You go back to your desk and look around the room only to find your colleagues averting their eyes, much the same way you had done during the countless other times you have seen this very scenario play out with other people over the years.
But this isn’t about other people. It is about you. Suddenly all of your accomplishments, your dedication and sacrifices over the past number of years are gone. You are out of a job, and you don’t know where to turn or what to do first.
Unfortunately the economy has led to quite a large number of layoffs over the past five years. Many of the people who survived the initial cuts felt a little safer as the economy seemed to expand and companies took on new employees. Losing a job now, at a time of renewed confidence, can be especially hard for people who thought the crisis had passed.

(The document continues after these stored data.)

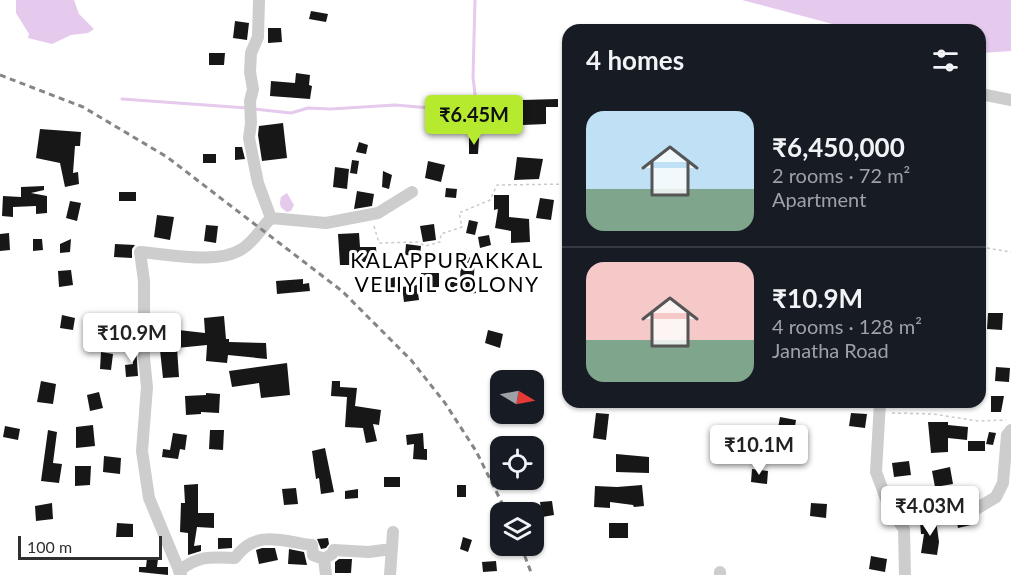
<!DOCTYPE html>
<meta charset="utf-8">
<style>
body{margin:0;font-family:Lato,sans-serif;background:#20242c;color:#f1f3f6;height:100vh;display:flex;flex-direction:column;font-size:22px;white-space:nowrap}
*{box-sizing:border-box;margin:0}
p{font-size:20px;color:#9ea1a6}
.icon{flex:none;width:33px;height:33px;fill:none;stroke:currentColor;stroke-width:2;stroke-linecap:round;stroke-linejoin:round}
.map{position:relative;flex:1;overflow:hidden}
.drawer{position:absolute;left:562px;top:24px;width:424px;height:384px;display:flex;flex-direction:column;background:#171b24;border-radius:18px;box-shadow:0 2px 4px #0004}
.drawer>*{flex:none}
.needle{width:39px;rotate:100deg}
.fabs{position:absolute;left:490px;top:370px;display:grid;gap:12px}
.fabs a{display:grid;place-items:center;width:54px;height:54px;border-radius:12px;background:#171b24;box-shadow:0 2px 4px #0004;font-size:30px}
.scale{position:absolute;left:18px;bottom:15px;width:144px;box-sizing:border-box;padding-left:6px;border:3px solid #303030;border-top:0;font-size:16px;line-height:21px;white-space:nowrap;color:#303030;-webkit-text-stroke:4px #fff;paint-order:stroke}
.price{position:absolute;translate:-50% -51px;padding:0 14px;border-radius:6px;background:#fff;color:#222;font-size:20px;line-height:39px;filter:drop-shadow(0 2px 3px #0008)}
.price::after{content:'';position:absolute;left:50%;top:36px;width:18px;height:14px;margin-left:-9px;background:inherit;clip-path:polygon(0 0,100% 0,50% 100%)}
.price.active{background:#b5ea2f;color:#111}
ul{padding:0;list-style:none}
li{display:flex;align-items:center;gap:18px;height:150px;padding:0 24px}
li+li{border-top:2px solid #363941}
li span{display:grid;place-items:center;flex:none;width:168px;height:120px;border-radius:18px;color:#555}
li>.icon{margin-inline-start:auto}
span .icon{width:72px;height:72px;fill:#fffc;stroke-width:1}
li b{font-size:26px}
h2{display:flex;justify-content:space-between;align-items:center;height:72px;padding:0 24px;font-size:26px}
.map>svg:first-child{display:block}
.water{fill:#e5caee}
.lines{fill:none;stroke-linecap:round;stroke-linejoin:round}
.stream{stroke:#e5caee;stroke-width:3}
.building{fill:#171717}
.path{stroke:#cacaca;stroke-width:1.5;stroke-dasharray:3 3;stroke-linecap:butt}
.minor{stroke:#cdcdcd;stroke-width:12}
.rail{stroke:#858585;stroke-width:3;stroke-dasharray:6 4.5;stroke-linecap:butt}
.labels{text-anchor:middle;stroke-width:6;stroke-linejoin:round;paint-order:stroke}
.neighbourhood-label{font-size:21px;letter-spacing:1.5px;fill:#000;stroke:#fff}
</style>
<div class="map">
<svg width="1011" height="575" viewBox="0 0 1011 575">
<rect width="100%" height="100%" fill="#fff"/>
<!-- water -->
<path class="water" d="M16,0H74L79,14L94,29L88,33L71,35L52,44L28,38L29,34L16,13Z
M742,0H1011V51L981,53V30H855Z
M287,193L294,205L291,211L287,212C280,208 279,205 281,197Z"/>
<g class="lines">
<!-- stream -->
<path class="stream" d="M122,99L247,108
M253,109L291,113L308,108L331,109L395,105L477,112L473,77L475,0"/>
</g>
<!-- building -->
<path class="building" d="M311,11L328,14L326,22L309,19Z
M235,21L249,23L247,40L233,38Z
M268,28H281L282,42L268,43Z
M209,53H225L224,65H209Z
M296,73L310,75L309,85L312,86L310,99L270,96L271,81L295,83Z
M558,99V107H546V124L523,125L522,100Z
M283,123L287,158L262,161L258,135L259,126Z
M40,129L81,132L80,146H75L73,173L78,172L79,184L65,187L60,163L36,158Z
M469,138H479L478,154H469Z
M359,142L368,145L366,154L356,152Z
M235,147H242L245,159L235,160Z
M203,154H216V163H203Z
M517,157L543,159L539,179L514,180Z
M352,160L359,161L357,174L350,173Z
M428,161L445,165L441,182L425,178Z
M335,167L349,169L347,189L333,187Z
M383,171L392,175L389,189L382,187Z
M44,186V190L31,193L47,196V213L36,214V206L13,207V217L2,216L3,196L21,197V187Z
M446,188L457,189L456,198L445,197Z
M357,191L374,194L372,206L354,209Z
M119,192H136V201H119Z
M494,195H509V217L529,219L530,242L511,243V231L495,228L498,209L494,210Z
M540,198L554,200L551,220L536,218Z
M70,201L81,203L77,221L66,218Z
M157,215L174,217L170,240L154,237Z
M469,220L478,222L475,235L466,233Z
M434,224L436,240L423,242L420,226Z
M206,225L218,226L216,243L204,241Z
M9,233L10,250L0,251V234Z
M359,233L360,247H376L377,262H360V265H340L338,234Z
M489,235L491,245L480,248L478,237Z
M33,239H42L43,250L33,251Z
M71,239L70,252L60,253V244Z
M115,244L135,245L132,249V258L114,257Z
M406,244L421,246L420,256L405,255Z
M461,257L475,258L474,275L476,293L467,294L466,290L450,293L449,282L460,281Z
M71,270L73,285L59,287L58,271Z
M421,273H439V287L422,288Z
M398,276L402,287L388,291L385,280Z
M303,279V284L309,283L310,291L277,294L276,281Z
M417,285L419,300L404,302L402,287Z
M988,313H1003L1002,330L987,329Z
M62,315L75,318L73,330L60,328Z
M224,316L226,339H229V342L266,343L267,359L228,355L227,363L206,361L207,345L177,348L179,377L163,378L160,350H152V327L205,333L204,318Z
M488,330L503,334L500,348L485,343Z
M136,346L138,376L126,377L125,365L133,364L130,347Z
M101,352L113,354L111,370L100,369Z
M287,363L290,395L261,398L259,383L232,387L229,371Z
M996,367L1010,368L1009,382L995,381Z
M41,381L56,384L53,404L37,402Z
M332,381H340V387L357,388L355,406L381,410L379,425L373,424L377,441L366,443L363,428L345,427L347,397L331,396Z
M99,392L103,408L90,411L87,395Z
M206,393L220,394L219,413L201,412V414L186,415L185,396L206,395Z
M991,396H1004L1001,412H991Z
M596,413L609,414L606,440L593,438Z
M851,413L867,414L865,428L849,426Z
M780,417L796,420L794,433L790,432L788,449L772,447L773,434H777Z
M928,422H948V425L968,427L967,440L948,438V452L931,453Z
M93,425L95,446L76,448V427Z
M5,426L20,429L18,440L3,437Z
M48,430L57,432L53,463L62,464L59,483L41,481Z
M210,430H224L223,450L209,449Z
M989,432L996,433L993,445L986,444Z
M173,433L187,435L185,450L180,449L178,459L162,457L163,449L170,450Z
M423,433L424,449H427V460L413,459L414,444L407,445L406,435Z
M728,438L744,439L742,452L726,451Z
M968,441H985V451H968Z
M325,448L334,492L321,494L319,478L316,479L312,451Z
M616,454L649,457V473L616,472Z
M104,456L121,458L120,474L103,472Z
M909,461L911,475L894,477L892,463Z
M75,466H91L90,485L75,486Z
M950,467L953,484L935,487L932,471Z
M752,469L768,471L767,484L751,482Z
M384,477H400V487H384Z
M198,484V513H214V528L197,527L194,546L201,545V551L188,555V533L180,532L181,503H185L184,485Z
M457,485H466V497H457Z
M642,485L644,506L634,507L633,505L610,502V508L594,507L595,486L617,487Z
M296,488L298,504L284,505L282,489Z
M358,489V498L345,499V491Z
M552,501L554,515L542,517L540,502Z
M52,503L53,519L36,521L35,506Z
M811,503L827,504L826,518L810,516Z
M969,506V513L974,517L975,524L958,528L954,509Z
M923,507L925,520L909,521L908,509Z
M936,520L939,542L937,555L921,553L924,534H921L920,522Z
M117,523L133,524V537H116Z
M609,523H628V538H609Z
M463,537L472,540L468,552L460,549Z
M218,538H232V548L218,549Z
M328,538L329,544L326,548L321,549L317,539Z
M262,548H275L278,560L259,564L256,550Z
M289,549L304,552L307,565L288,564Z
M871,556L887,559L885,572L869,569Z
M147,558L158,559L157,567H168V575L139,572V567H146Z
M339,559H352L351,573H335V562Z
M496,561L497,571L483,572L482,562Z"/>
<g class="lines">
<!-- path -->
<path class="path" d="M374,226L379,243L418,242L425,246L440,242L441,234L462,227L459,213L490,200L497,185L568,184
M981,247L1011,252
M892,413L933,414L978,421L1006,420"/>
<!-- minor -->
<path class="minor" d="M259,0L258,37L251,53L250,72L253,89L250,101L251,123L249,138L258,183L271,218
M981,94L1011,100
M880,402L876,472L890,509L904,529L905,575
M976,509L996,497L1003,483L1007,435L1011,430
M324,559L332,554L334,550L369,552L391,549
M179,571C199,555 211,557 235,558C256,529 281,541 312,545L313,555L324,559L326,575
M720,572V575
M181,575L149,498L142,451L147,387L144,358V281L140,252C169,254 217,265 242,249C255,241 261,228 271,218L326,223L378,213L412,192
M390,575L393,532"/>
<!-- rail -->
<path class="rail" d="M0,75L83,107L167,157L342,291L411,360L445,403L476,451L507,513
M521,546L532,575"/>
</g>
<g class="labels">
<!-- neighbourhood labels -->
<g class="neighbourhood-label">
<text x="447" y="268">KALAPPURAKKAL<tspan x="447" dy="24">VELIYIL COLONY</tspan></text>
</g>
</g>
</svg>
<div class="fabs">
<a><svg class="needle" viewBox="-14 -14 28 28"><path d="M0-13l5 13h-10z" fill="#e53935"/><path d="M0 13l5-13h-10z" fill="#9ea1a6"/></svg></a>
<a><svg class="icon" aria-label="locate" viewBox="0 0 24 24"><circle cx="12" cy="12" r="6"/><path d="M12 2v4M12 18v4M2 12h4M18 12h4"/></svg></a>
<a><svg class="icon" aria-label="layers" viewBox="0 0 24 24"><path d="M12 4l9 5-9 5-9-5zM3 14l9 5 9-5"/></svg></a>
</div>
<div class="scale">100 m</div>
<b class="price active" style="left:474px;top:146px">₹6.45M</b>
<b class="price" style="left:132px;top:364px">₹10.9M</b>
<b class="price" style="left:759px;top:476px">₹10.1M</b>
<b class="price" style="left:930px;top:537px">₹4.03M</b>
<section class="drawer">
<h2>4 homes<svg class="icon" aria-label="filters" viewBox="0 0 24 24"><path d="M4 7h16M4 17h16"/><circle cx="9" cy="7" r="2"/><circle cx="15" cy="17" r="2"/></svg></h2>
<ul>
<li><span style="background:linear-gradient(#bfe0f5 65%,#7fa58c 0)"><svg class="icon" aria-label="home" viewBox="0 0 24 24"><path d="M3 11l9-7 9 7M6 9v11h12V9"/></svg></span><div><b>₹6,450,000</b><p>2 rooms · 72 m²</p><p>Apartment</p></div></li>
<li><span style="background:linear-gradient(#f6c9c9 65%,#7fa58c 0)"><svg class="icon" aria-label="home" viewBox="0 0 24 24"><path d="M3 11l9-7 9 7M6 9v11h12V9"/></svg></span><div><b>₹10.9M</b><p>4 rooms · 128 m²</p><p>Janatha Road</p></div></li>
</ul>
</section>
</div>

In general, our culture places a great deal of significance on our employment. Often at social events, after hearing your name, people next inquire as to “what you do.” Our careers and our employment are very heavily tied to our identities. As a result, job loss can make you feel like you have lost who you are.
The first step is not to panic. This certainly is bad news, and there is no question that it can be depressing, but falling into despair doesn’t help in any way. Action wards off, or at least minimizes depression and now is the time to be proactive and take an aggressive approach toward finding your next career opportunity. Studies have found that a significant number of employees are dissatisfied with their current job and/or with their current employer. This loss may be just the impetus you need to find a much more satisfying employment situation.
It may be advisable not to do anything that same day, as people who are emotionally comprised are prone to making bad decisions, but start working on things within a very short period of time. Many corporations offer free outplacement services to their staff – take advantage of these resources. People may be angry with their former employer, but outplacement resources are valuable, and if you do not take advantage of what the company has to offer, you may find it necessary to pay for those same services later on.
Do not burn any bridges. You may be angry, but speaking negatively about your company and your colleagues will work against you. Companies are actually less likely to hire new employees who denigrate their previous employers. In today’s world you have to be especially careful not to post anything negative anywhere on social media. All of social media is the public domain, and you have to assume anything you post can be shared with your former employers.
Until you find new employment, your full time job will be looking for a new job. Set aside designated blocks of time to devote to your search every day and keep to that schedule. Dress as if you are going to work; wearing pajamas will work against you psychologically.
That being said, none of us works 24/7. It is important to give yourself time off in your job search as well. Schedule time for leisure activities and reward yourself for small achievements along the way.
Design a plan. The goal is to conduct a productive search, and just as you would plan your time and strategy at work, it is helpful to outline your action plan for finding a job.
Here are some key elements of that strategy. At Touro, we always advise our students to keep their resumes up to date, even when happily and gainfully employed. The resume is the primary job search tool, and having a professional, winning resume is foundational to any successful job search. If you don’t have an up-to-date resume that is certainly the best place to start.